Introduction: Global trends show an increased number of pediatric patients with newly diagnosed diabetes who present in severe diabetic ketoacidosis (DKA) during the COVID-19 pandemic. Methods: Medical records were reviewed for pediatric patients <18 years of age with new onset diabetes mellitus (DM) diagnosed two years pre-pandemic and two years during the COVID pandemic. Data collected included demographic, biochemical, and hospitalization data. Logistic regression was used to investigate the relationship between BMI, hemoglobin A1c, duration of hospital stay, DKA, and pandemic time frame. Results: A total of 175 cases of new onset DM were diagnosed during the study period; 54% post-pandemic. This represents a 16% increase in incident cases in the post-pandemic period. The sample was 55.4% male, 74.9% White/Caucasian, and 33.1% non-Hispanic. Type 1 DM comprised 136 cases.
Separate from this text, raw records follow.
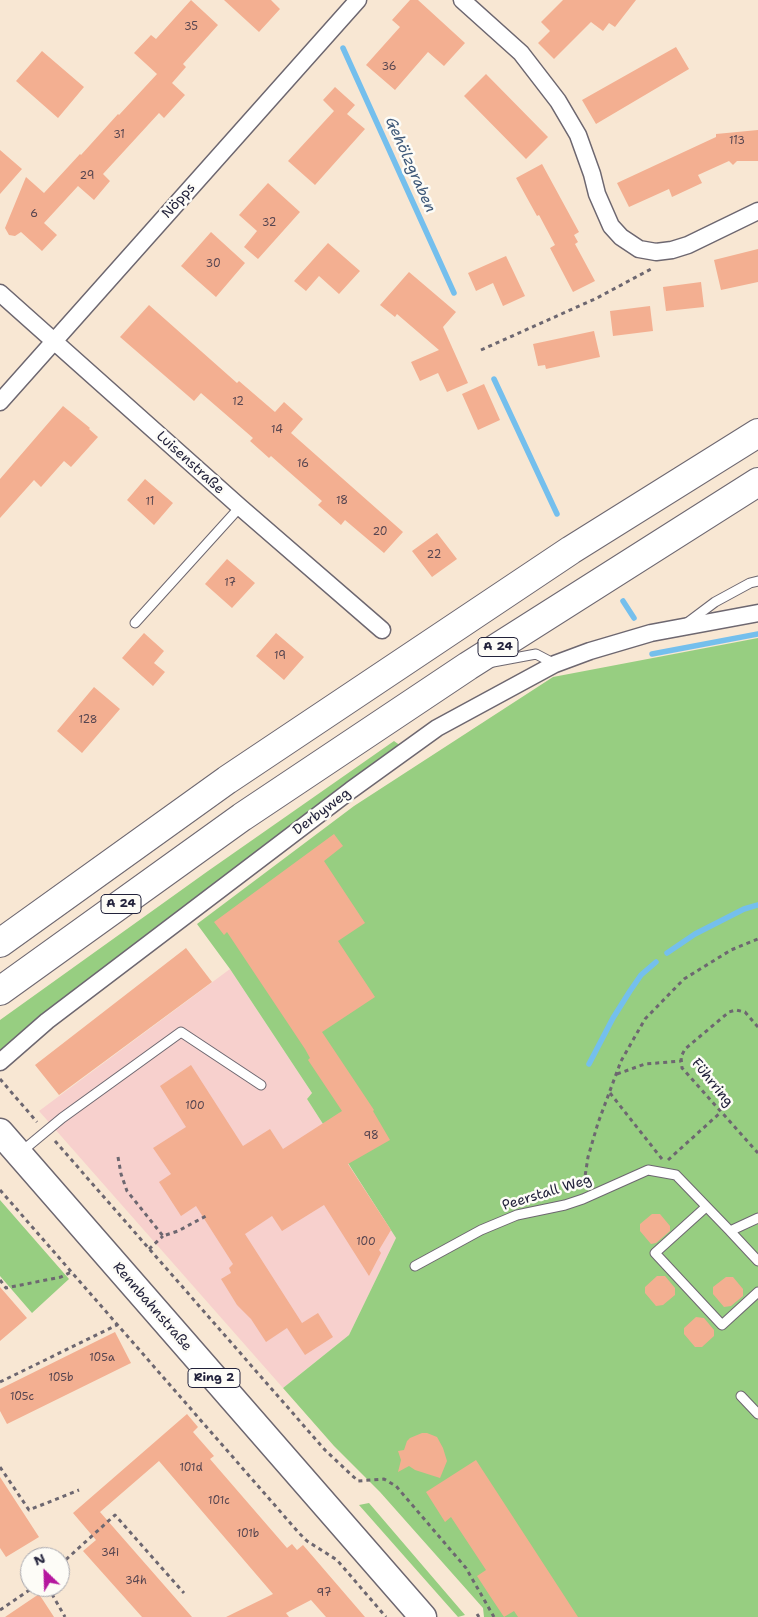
<!DOCTYPE html>
<html>
<head>
<meta charset="utf-8">
<style>
	body { margin:0 }
	#map { position:relative; width:758px; height:1617px; overflow:hidden; background:#f8e7d3; font-family:"Shantell Sans",sans-serif }
	canvas { display:block }
	.north { position:absolute; left:20px; top:1547px; width:50px; height:50px; box-sizing:border-box; background:#fdfcf7; border:1px solid #a5a5ac; border-radius:50%; rotate:336deg; font-size:14px; font-weight:700; line-height:20px; text-align:center; color:#22223b }
	.north::after { content:''; display:block; margin:auto; width:18px; height:22px; background:#b5179e; clip-path:polygon(50% 0,100% 100%,50% 72%,0 100%) }
</style>
</head>
<body>
<div id="map">
<canvas width="758" height="1617"></canvas>
<div class="north">N</div>
</div>
<script>
const c = document.querySelector('canvas').getContext('2d');
c.lineJoin = 'round';
function fillPath(path, color) {
  c.fillStyle = color;
  c.fill(path, 'evenodd');
}
function toPath(rows) {
  const path = new Path2D();
  for (const r of rows) {
    path.moveTo(r[0], r[1]);
    for (let i = 2; i < r.length; i += 2) path.lineTo(r[i], r[i + 1]);
  }
  return path;
}
function stroke(path, color, width, dash) {
  c.strokeStyle = color;
  c.lineWidth = width;
  c.lineCap = dash ? 'butt' : 'round';
  c.setLineDash(dash || []);
  c.stroke(path);
}
function label(font, color, halo, rows, align = 'center') {
  c.font = font + ' "Shantell Sans",sans-serif';
  c.lineWidth = 5;
  c.setLineDash([]);
  c.textBaseline = 'middle';
  c.strokeStyle = halo;
  c.fillStyle = color;
  for (const [text, x, y, turn = 0] of rows) {
    c.save();
    c.translate(x, y);
    c.rotate((+turn || 0) * Math.PI / 180);
    c.textAlign = isNaN(turn) ? turn : align;
    if (halo) c.strokeText(text, 0, 0);
    c.fillText(text, 0, 0);
    c.restore();
  }
}
const built = toPath([
	[230,969,312,1093,307,1099,396,1238,349,1335,283,1388,39,1111]
]);
const green = toPath([
	[758,638,758,1617,484,1617,483,1608,380,1492,334,1446,283,1388,349,1335,396,1238,307,1099,312,1093,230,969,197,924,354,806,553,677],
	[394,741,401,746,125,951,0,1053,0,1020,208,871],
	[0,1200,69,1279,32,1313,0,1276],
	[369,1503,465,1615,458,1617,359,1505]
]);
const stream = toPath([
	[343,48,454,293],
	[494,379,557,514],
	[623,601,634,618],
	[652,654,758,634],
	[667,953,695,934,744,909,758,905],
	[589,1064,613,1018,630,991,641,975,656,962]
]);
const building = toPath([
	[191,0,218,25,183,64,186,67,172,83,185,95,164,118,159,113,103,174,110,181,94,200,78,186,44,223,57,235,42,251,21,232,15,236,9,235,5,228,26,177,44,193,80,154,81,155,118,114,119,115,157,74,134,53,151,35,156,39],
	[224,0,271,0,280,9,259,32],
	[410,0,418,0,465,43,444,66,428,52,395,90,366,65,400,27,392,20],
	[563,0,636,0,615,27,609,23,603,31,591,22,554,59,538,43,550,31,541,22],
	[676,47,689,69,596,124,582,100],
	[42,51,84,87,58,118,16,81],
	[486,74,548,137,526,159,464,96],
	[335,87,355,105,347,114,365,129,315,185,288,161,334,111,323,100],
	[758,130,758,161,737,161,733,165,729,161,698,175,702,183,672,197,669,189,629,207,617,183,716,137,716,134],
	[0,150,22,169,0,194],
	[542,164,579,232,574,235,578,242,575,244,595,281,573,292,550,248,555,245,539,215,537,216,516,178],
	[268,183,300,212,258,259,244,247,257,231,239,215],
	[211,232,245,263,216,297,181,266],
	[328,243,360,271,339,294,319,276,306,291,294,281],
	[758,249,758,282,721,290,714,260],
	[506,256,525,296,503,306,493,283,476,291,468,273],
	[409,272,456,312,443,327,468,383,447,392,438,373,420,381,411,362,439,350,397,314,395,317,380,305],
	[701,282,704,307,666,311,663,287],
	[149,305,237,383,239,381,275,412,284,402,303,419,291,433,403,532,384,553,345,520,341,525,318,505,322,501,271,456,269,458,250,441,253,438,201,393,194,401,120,337],
	[650,306,653,331,613,336,610,311],
	[594,331,600,357,546,369,545,365,538,366,533,344],
	[484,384,500,420,478,430,462,394],
	[63,406,90,428,89,429,98,437,71,467,64,461,41,487,34,480,0,518,0,479],
	[145,479,173,503,154,525,127,500],
	[437,533,457,559,432,577,412,551],
	[227,559,255,583,232,608,205,584],
	[144,633,164,651,154,663,165,672,153,686,122,658],
	[276,633,304,657,284,680,256,656],
	[94,687,120,709,82,753,57,731],
	[334,834,343,846,324,861,365,923,338,941,375,997,322,1032,374,1110,373,1111,390,1140,348,1164,391,1230,379,1250,381,1253,369,1276,324,1205,282,1231,272,1216,245,1234,302,1323,318,1313,333,1337,305,1355,287,1328,266,1342,251,1319,237,1305,221,1279,231,1273,229,1268,233,1264,196,1206,181,1216,159,1182,171,1174,153,1148,186,1127,160,1086,191,1065,243,1146,270,1129,283,1149,342,1111,308,1060,310,1058,305,1049,227,932,224,935,214,922],
	[186,948,212,982,59,1095,35,1065],
	[652,1214,660,1214,670,1226,670,1231,656,1243,651,1244,640,1231,640,1224],
	[657,1276,665,1276,675,1288,675,1295,663,1305,656,1306,645,1293,645,1287],
	[726,1277,733,1277,743,1289,743,1296,731,1306,724,1307,713,1294,713,1287],
	[0,1287,27,1318,0,1341],
	[696,1317,704,1318,714,1330,714,1336,702,1347,695,1347,684,1334,684,1328],
	[115,1332,131,1363,7,1424,0,1411,0,1389],
	[187,1414,198,1427,193,1432,214,1456,210,1459,287,1548,292,1544,297,1550,303,1545,365,1617,326,1617,311,1600,286,1613,289,1617,226,1617,273,1594,159,1461,100,1512,192,1617,142,1617,83,1551,96,1540,73,1513],
	[422,1433,427,1433,437,1437,443,1448,447,1461,440,1478,415,1470,409,1466,398,1472,401,1460,398,1451,404,1450,407,1441,410,1438],
	[476,1460,578,1617,518,1617,514,1611,504,1617,490,1596,477,1576,486,1570,451,1517,445,1522,426,1492],
	[0,1477,39,1537,6,1557,0,1548],
	[39,1594,54,1617,5,1617]
]);
const path = toPath([
	[481,350,597,298,651,269],
	[758,1027,745,1012,736,1010,729,1012,685,1049,681,1057,682,1068,758,1153],
	[617,1074,645,1064,681,1061],
	[0,1079,37,1122],
	[610,1093,662,1159],
	[55,1141,325,1450,358,1481,384,1479,396,1486,466,1568,494,1617],
	[118,1157,121,1174,127,1191,163,1236,178,1231,206,1216],
	[668,1160,721,1112],
	[584,1183,588,1157,598,1123,621,1061,645,1019,684,979,731,950,758,939],
	[0,1190,299,1533,307,1541,337,1560,386,1617],
	[149,1249,163,1236],
	[0,1280,6,1288,61,1277,71,1272],
	[0,1382,117,1325],
	[0,1467,29,1510,79,1490],
	[60,1565,115,1515,184,1593],
	[48,1587,65,1617],
	[0,1610,34,1587],
	[477,1614,479,1617]
]);
const service = toPath([
	[135,623,240,507],
	[687,623,715,602,750,583,758,581],
	[493,662,536,654,555,664],
	[21,1152,62,1118,181,1032,261,1085],
	[706,1207,655,1253,722,1325,758,1292],
	[730,1231,758,1261],
	[415,1266,481,1230,517,1215,565,1205,583,1199,648,1170,676,1175,730,1231,758,1218],
	[741,1396,758,1414]
]);
const minor = toPath([
	[462,0,521,53,558,101,578,135,592,174,597,194,611,226,621,237,639,249,656,252,672,250,688,245,758,211],
	[0,293,240,507,382,630],
	[0,402,358,0],
	[0,1062,47,1021,351,790,437,728,555,664,590,651,651,633,758,613]
]);
const primary = toPath([
	[0,1132,423,1617]
]);
const motorway = toPath([
	[0,943,227,780,571,550,758,433],
	[0,991,242,817,468,666,758,482]
]);
const numberNames = [
	["35",191,27],
	["36",389,67],
	["31",119,135],
	["113",737,141],
	["29",87,176],
	["6",34,214],
	["32",269,223],
	["30",213,264],
	["12",238,402],
	["14",277,430],
	["16",303,464],
	["18",342,501],
	["11",150,502],
	["20",380,532],
	["22",434,555],
	["17",230,583],
	["19",280,656],
	["128",88,720],
	["100",195,1106],
	["98",371,1136],
	["100",366,1242],
	["105a",102,1358],
	["105b",61,1378],
	["105c",22,1397],
	["101d",191,1468],
	["101c",219,1501],
	["101b",248,1534],
	["34i",110,1553],
	["34h",136,1581],
	["97",324,1593]
];
const shields = [
	[498,647,40],
	[121,904,40],
	[214,1378,52]
];
const shieldNames = [
	["A 24",498,647],
	["A 24",121,904],
	["Ring 2",214,1378]
];
const streetNames = [
	["Nöpps",179,201,-48],
	["Luisenstraße",190,463,42],
	["Derbyweg",322,812,-37],
	["Führring",712,1083,51],
	["Peerstall Weg",547,1193,-17],
	["Rennbahnstraße",152,1307,49]
];
const waterNames = [
	["Gehölzgraben",410,165,66]
];
fillPath(built, '#f7d0cd');
fillPath(green, '#97ce81');
stroke(stream, '#74bfed', 5.5);
fillPath(building, '#f3af91');
stroke(service, '#6d6770', 11);
stroke(minor, '#6d6770', 19);
stroke(primary, '#6d6770', 29);
stroke(motorway, '#6d6770', 30);
stroke(path, '#6d6770', 3, [4, 4]);
stroke(service, '#fff', 9);
stroke(minor, '#fff', 16);
stroke(primary, '#fff', 26);
stroke(motorway, '#fff', 28);
label('11px', '#564550', null, numberNames);
for (const [x, y, w] of shields) {
  const box = new Path2D();
  box.roundRect(x - w / 2, y - 9.5, w, 19, 4);
  c.fillStyle = '#fdfcf7';
  c.fill(box);
  stroke(box, '#22223b', 1);
}
label('bold 12px', '#22223b', null, shieldNames);
label('14px', '#22223b', '#fdfcf7', streetNames);
label('italic 15px', '#3f5979', '#fdfcf7', waterNames);
</script>
</body>
</html>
Inpatient diagnoses were the same in both the pre- and post-pandemic periods, n=75. Outpatient diagnoses during the pandemic period (n=19) were significantly higher than in the pre-pandemic period (n=6), X2(1) = 5.83, p < 0.05. The overall logistic regression model was statistically significant, X2(7) =18.35, p < 0.05. Hemoglobin A1c (p < 0.05, OR = 0.756, 95% CI [0.606, 0.945]) and length of hospital stay (p < 0.05, OR = 0.586, 95% CI [0.381, 0.902]) were significantly different between the two time periods, but BMI percentile (p = 0.869) and bicarbonate levels (p = 0.962) were not. Discussion: There was an increased incidence of new onset DM diagnosed in pediatric patients post-COVID. Surprisingly, outpatient cases accounted for the increased number. This study showed that during the pandemic, patients presented with a higher hemoglobin A1c and stayed longer in the hospital than prior to the pandemic. Disclosure K.Simms: None. S.Green: None. M.Shah: None. M.Sareini: None. C.Chin: None.